» **DESCRIPTION OF THE TASK**
Among the entries below, count the lines where the string "scale" occurs, and give only the number.

» **DATA IN THIS EXERCISE**
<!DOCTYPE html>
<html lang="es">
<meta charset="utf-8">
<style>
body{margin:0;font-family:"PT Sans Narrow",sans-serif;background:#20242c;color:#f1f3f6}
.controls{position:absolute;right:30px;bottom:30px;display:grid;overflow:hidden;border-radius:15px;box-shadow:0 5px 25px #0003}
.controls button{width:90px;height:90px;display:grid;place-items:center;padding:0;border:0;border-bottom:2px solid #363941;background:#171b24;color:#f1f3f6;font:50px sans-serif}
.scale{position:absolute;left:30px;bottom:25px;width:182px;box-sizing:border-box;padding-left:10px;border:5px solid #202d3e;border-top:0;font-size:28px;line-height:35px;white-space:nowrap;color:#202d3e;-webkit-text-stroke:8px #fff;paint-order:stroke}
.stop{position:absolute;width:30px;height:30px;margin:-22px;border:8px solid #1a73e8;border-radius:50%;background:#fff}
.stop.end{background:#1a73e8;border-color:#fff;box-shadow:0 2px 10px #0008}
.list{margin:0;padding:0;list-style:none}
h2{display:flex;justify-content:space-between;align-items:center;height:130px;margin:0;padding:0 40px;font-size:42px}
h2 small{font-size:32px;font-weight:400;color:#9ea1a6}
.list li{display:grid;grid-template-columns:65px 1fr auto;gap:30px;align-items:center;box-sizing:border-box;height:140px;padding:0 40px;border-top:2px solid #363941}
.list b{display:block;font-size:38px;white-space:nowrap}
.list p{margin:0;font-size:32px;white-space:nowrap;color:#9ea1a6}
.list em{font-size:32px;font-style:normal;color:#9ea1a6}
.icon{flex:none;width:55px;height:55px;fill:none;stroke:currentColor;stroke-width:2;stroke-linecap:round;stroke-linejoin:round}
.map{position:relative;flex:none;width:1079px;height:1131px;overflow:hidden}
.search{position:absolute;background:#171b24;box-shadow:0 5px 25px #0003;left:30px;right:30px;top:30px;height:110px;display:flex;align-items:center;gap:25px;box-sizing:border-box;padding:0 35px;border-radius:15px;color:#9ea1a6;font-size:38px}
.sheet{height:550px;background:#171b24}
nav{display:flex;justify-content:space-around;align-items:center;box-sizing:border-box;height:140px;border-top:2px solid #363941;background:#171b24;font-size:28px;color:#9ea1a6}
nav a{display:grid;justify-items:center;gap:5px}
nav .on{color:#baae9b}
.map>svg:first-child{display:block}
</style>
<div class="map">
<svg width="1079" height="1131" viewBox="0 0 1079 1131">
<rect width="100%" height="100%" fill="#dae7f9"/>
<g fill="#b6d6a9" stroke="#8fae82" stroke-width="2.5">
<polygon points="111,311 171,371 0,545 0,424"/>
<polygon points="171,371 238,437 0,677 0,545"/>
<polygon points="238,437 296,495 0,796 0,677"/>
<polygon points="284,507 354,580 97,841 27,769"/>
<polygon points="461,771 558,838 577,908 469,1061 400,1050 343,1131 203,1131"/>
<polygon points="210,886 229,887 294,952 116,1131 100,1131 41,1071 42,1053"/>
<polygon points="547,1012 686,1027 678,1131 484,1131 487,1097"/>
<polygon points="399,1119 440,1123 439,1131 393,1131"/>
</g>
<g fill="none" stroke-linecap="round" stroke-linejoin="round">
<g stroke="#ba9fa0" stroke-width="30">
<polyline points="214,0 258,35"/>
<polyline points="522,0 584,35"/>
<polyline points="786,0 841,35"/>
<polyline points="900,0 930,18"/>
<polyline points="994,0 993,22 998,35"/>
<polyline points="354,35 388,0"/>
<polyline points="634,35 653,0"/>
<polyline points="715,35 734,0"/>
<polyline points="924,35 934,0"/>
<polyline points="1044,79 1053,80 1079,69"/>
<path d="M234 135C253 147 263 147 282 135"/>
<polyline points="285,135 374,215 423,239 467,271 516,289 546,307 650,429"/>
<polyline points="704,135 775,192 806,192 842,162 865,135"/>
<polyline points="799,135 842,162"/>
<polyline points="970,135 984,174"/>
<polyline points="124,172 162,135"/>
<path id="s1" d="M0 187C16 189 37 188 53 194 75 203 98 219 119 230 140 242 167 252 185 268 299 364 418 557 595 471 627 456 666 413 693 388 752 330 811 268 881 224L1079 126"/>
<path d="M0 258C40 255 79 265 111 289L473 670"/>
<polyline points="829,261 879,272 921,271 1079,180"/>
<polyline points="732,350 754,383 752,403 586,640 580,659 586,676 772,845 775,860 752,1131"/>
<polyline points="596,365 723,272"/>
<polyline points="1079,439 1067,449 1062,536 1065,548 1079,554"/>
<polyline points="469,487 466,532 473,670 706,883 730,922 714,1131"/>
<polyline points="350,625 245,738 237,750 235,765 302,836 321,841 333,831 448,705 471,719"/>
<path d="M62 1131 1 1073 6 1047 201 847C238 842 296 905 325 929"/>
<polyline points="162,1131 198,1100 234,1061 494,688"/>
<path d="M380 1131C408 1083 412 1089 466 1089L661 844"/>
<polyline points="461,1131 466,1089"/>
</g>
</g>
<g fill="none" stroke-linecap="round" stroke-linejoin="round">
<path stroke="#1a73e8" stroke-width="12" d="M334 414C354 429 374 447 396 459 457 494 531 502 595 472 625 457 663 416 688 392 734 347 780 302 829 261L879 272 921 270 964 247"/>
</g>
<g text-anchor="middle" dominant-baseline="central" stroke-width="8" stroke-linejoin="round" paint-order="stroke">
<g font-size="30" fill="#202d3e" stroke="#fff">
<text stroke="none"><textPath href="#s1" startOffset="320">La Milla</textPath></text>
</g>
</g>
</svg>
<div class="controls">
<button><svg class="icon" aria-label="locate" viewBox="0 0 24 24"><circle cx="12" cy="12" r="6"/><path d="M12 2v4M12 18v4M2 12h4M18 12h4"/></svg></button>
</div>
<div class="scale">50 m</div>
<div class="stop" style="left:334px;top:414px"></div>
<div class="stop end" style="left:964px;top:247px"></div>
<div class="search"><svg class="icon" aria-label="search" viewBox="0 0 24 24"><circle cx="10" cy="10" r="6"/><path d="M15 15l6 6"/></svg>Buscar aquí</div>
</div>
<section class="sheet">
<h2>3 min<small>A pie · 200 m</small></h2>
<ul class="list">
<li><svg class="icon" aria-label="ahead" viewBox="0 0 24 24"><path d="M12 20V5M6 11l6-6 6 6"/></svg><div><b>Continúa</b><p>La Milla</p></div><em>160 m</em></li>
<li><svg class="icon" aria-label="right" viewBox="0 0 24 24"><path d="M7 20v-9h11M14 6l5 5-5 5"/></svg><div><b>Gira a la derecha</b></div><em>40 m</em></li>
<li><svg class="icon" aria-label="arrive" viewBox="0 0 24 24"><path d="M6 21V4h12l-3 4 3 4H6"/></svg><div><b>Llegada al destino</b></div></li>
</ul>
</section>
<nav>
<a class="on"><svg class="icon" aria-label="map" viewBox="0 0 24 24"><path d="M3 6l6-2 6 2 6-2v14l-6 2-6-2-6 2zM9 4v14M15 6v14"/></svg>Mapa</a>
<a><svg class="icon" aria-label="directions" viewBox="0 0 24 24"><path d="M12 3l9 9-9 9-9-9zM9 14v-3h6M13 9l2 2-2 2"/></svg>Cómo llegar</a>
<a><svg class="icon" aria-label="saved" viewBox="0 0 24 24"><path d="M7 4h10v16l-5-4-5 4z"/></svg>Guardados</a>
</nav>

» **ANSWER TO THE EXERCISE**
2